What I’ve Learned:
“Prions: Teaching new proteins fold tricks.”
Any neat freak with a hint of OCD can tell you that folding is important. If you two-fold your towels, then a tri-folded one clearly won’t do. If you’re a T-shirt sleeve tucker-underer, then a sideways-folded-over one is just going to make you twitch. And don’t even get me started on socks. I’m pretty sure the Crimean War was started over the improper folding of a pair of tube socks. You can look it up.
What most people don’t realize, though, is that folding is pretty important in other areas, too. Take protein folding, for instance. It’s easy to take protein folding for granted. You probably figure if one of your cells managed to make a protein properly — without any mutations in the gene, or DNA transcription errors, or messenger RNA misreads, or a thousand other pitfalls that can hork a protein entirely — then the hard part is over. But no. That protein still has to fold itself properly, like some tiny automated scrap of origami, to be of any use.
And what happens when the protein doesn’t fold the right way, and helix B wraps around sheet C, instead of sheet A like it’s supposed to? If it’s a specific type of protein found in humans, other mammals, some fungi and possibly elsewhere, then it becomes something called a prion. And that’s very bad.
(Worse than a pair of khakis folded away from the crease? Ay, chihuahua!)
The “common” (or “cellular”) version of the potential-prion protein is found throughout the bodies of humans and animals, in many different kinds of cells. This version is folded correctly, is anchored to the outer membranes of cells, and is thought to be involved in interactions between cells, including intercellular communication like signals passing through neurons in the brain. And as long as it’s pretzeled up the way it should be, there aren’t any problems.
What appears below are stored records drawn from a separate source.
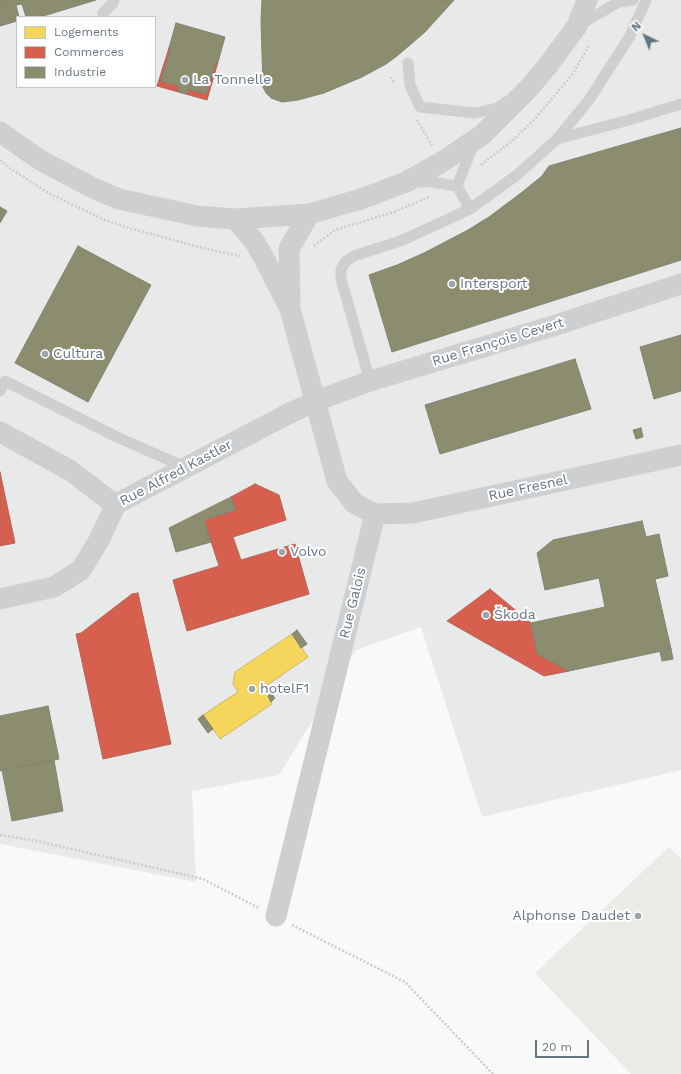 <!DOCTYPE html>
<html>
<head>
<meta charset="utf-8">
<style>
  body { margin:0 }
  #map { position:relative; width:681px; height:1074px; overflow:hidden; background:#f9f9f9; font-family:"Work Sans",sans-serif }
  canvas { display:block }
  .legend { position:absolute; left:16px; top:16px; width:140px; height:72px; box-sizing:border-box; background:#fff; border:1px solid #c1c8cd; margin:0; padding:5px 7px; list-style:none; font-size:12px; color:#657683 }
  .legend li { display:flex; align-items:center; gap:8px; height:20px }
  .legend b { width:20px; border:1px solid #c1c8cd }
  .north { position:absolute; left:625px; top:16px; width:40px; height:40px; -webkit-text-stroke:3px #fff; paint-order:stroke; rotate:317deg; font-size:11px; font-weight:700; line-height:16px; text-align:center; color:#657683 }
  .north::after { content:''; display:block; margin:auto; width:14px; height:18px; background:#657683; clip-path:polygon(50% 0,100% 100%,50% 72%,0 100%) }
  .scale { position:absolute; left:535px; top:1040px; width:54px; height:18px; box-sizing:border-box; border:2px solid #657683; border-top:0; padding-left:5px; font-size:12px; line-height:14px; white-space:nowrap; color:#657683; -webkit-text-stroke:3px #fff; paint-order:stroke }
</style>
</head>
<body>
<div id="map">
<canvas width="681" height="1074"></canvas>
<ul class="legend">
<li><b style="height:11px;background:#f6d55c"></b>Logements</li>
<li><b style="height:11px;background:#d6604d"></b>Commerces</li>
<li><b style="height:11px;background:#8c8c6e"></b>Industrie</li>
</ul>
<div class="north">N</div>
<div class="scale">20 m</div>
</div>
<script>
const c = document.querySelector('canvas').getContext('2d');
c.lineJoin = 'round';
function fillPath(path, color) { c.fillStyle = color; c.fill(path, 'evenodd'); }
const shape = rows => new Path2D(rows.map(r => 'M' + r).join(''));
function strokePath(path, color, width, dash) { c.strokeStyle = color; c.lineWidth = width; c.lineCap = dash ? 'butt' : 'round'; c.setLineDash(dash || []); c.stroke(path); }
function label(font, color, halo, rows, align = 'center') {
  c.font = font + ' "Work Sans",sans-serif'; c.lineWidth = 4; c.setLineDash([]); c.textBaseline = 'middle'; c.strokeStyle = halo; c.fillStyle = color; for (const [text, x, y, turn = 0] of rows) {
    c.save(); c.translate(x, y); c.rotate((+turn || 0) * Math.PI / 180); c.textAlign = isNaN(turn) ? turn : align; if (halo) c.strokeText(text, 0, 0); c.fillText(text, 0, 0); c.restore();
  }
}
fillPath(shape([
  [0,0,681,0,681,770,482,817,421,627,356,650,279,775,192,791,196,882,0,844],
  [17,17,155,17,155,87,17,87]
]), '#e8e9e9');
fillPath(shape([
  [669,847,681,859,681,1074,631,1074,535,973]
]), '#e8ebe6');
const homes = shape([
  [292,634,308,657,266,686,271,693,268,696,272,704,220,739,203,715,238,692,233,684,235,672,292,634]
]);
fillPath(homes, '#f6d55c');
strokePath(homes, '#cab868', 1);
const shops = shape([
  [169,48,171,48,161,81,179,86,178,91,187,94,188,89,206,94,216,62,218,62,207,100,157,86,169,48],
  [0,472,15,543,0,546,0,472],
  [255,484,279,495,286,520,233,537,241,560,295,544,309,594,187,631,173,580,219,566,204,520,236,510,231,497,255,484],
  [490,589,531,623,537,654,569,671,544,676,447,621,490,589],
  [138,593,171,744,103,759,76,634,81,633,132,594,138,593]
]);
fillPath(shops, '#d6604d');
strokePath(shops, '#b4675d', 1);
const industry = shape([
  [0,0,96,0,40,17,26,17,22,4,16,5,19,17,17,17,17,21,0,26,0,0],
  [262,0,454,0,425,32,397,56,386,64,362,77,324,93,298,100,282,102,271,98,266,93,263,87,261,21,262,0],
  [176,23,225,37,218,62,216,62,206,94,188,89,187,94,178,91,179,86,161,81,171,48,169,48,176,23],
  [681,128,681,260,392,352,369,275,397,265,424,253,468,230,489,217,521,193,542,176,549,166,681,128],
  [0,207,7,211,0,223,0,207],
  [78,246,151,285,88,402,15,363,78,246],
  [681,335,681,391,654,399,640,347,681,335],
  [575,359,591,409,440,454,425,405,575,359],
  [641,428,643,437,636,439,633,430,641,428],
  [231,497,236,510,204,520,211,542,176,552,169,528,231,497],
  [642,521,646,537,659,534,668,576,655,579,671,649,569,671,537,654,531,623,605,607,599,578,545,590,537,553,553,540,642,521],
  [297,630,307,644,301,648,292,634,297,630],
  [671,649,673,659,662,661,660,652,671,649],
  [271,693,275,698,271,702,268,696,271,693],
  [48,706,59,759,0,771,0,716,48,706],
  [203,715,213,729,208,733,198,719,203,715],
  [54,760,63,811,12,821,2,770,54,760]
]);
fillPath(industry, '#8c8c6e');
strokePath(industry, '#808574', 1);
strokePath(shape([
  [391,77,395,84],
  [417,120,432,145],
  [0,160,11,169,50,194,105,220,129,228,207,249,240,256],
  [481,165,512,141,534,120,572,75,590,44],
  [314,246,335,230,394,212,429,197],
  [0,835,37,841,203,879,259,908],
  [292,925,405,982,493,1074]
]), '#cbcccd', 2.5, [2, 2]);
strokePath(shape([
  [103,13,113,3,114,0],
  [579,25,619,2,633,0],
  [408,63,410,85,420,107,475,113,497,108,506,102],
  [557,139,629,120,681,104],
  [412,182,432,182,457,186,474,143],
  [457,186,470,209],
  [370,381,341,279,341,270,345,262,354,256,403,240,470,209,517,175,557,139,589,100,630,36,646,0],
  [0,391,5,381,119,438,185,467]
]), '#cecfd0', 11);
strokePath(shape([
  [0,132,40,160,93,188,119,199,197,216,235,219,309,214,361,199,406,182,442,162,482,135,530,87,549,64,577,26,587,0],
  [235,219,254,241,264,258,290,309,337,481,354,503,375,514,276,916],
  [290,304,289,249,309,214],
  [0,432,71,471,106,498,116,504],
  [375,514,413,513,681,455],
  [0,599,54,587,81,570,98,542,116,504,288,414,316,401,370,381,553,326,681,284]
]), '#cecfd0', 21);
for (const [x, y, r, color] of [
  [185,80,4,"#99a4ac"],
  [452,284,4,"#99a4ac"],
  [45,354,4,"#99a4ac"],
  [282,552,4,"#99a4ac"],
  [486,615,4,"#99a4ac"],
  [252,689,4,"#99a4ac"],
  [638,916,4,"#99a4ac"]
]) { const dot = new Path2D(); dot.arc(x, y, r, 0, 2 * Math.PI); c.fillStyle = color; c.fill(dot); strokePath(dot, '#fff', 1.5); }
label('14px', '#657683', '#fff', [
  ["La Tonnelle",193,80],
  ["Intersport",460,284],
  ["Cultura",53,354],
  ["Volvo",290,552],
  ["Škoda",494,615],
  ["hotelF1",260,689],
  ["Alphonse Daudet",630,916,"right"]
], 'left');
label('14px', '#657683', '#fff', [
  ["Rue François Cevert",498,342,-17],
  ["Rue Alfred Kastler",176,473,-28],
  ["Rue Fresnel",528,488,-12],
  ["Rue Galois",353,603,-76]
]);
</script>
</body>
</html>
But under certain conditions, this protein doesn’t fold quite right, and that leads to a snowballing set of problems. First, the misfolded prion can interact with “good” versions of the protein, and rejigger them in its image — namely, as bent-out-of-shape kinked-up beasts, ready to wreak havoc all around. Think of the self-replicating Smiths from those Matrix movies that weren’t as good as the first one, only with a hunchback or double-jointed knees or something.
The bigger problem is that these refolded prions can then link together in chains called fibrils, gradually forming huge structures called amyloid aggregates. These aggregates grow larger and larger, until they eventually disrupt cells and tissues — often in the brain. I’m no fancy neuroscientator person, but even I know that having an ever-growing Lego set inside your skull is probably not a good thing.
In fact, it’s an incredibly bad thing. Active prions lead to diseases known as spongiform encephalopathies, where “encephalopathies” means “brain diseases” and “spongiform” means “looking like a sponge”. Brain sponge disease. So the term isn’t as complicated as it sounds — but it’s several million times more frightening.
In sheep, prions cause a nasty-sounding disease called scrapie, and in cows, bovine spongiform encephalopathy, better known as mad cow disease. Humans get the misleadingly innocuously-named kuru, and then some diseases named more appropriately for a horror that turns your brain to Swiss cheese: Creutzfeldt-Jakob disease and Gerstmass-Straussler-Scheinker syndrome, for two.
Sadly, prion diseases are currently untreatable, and universally fatal. On the bright side, if you can manage not to eat the diseased brain of a sheep, cow or sworn enemy that has the disease, you’re pretty unlikely to get it yourself. But just to be safe, whether it’s laundry or proteins — pay attention to your folding. You can’t be too careful.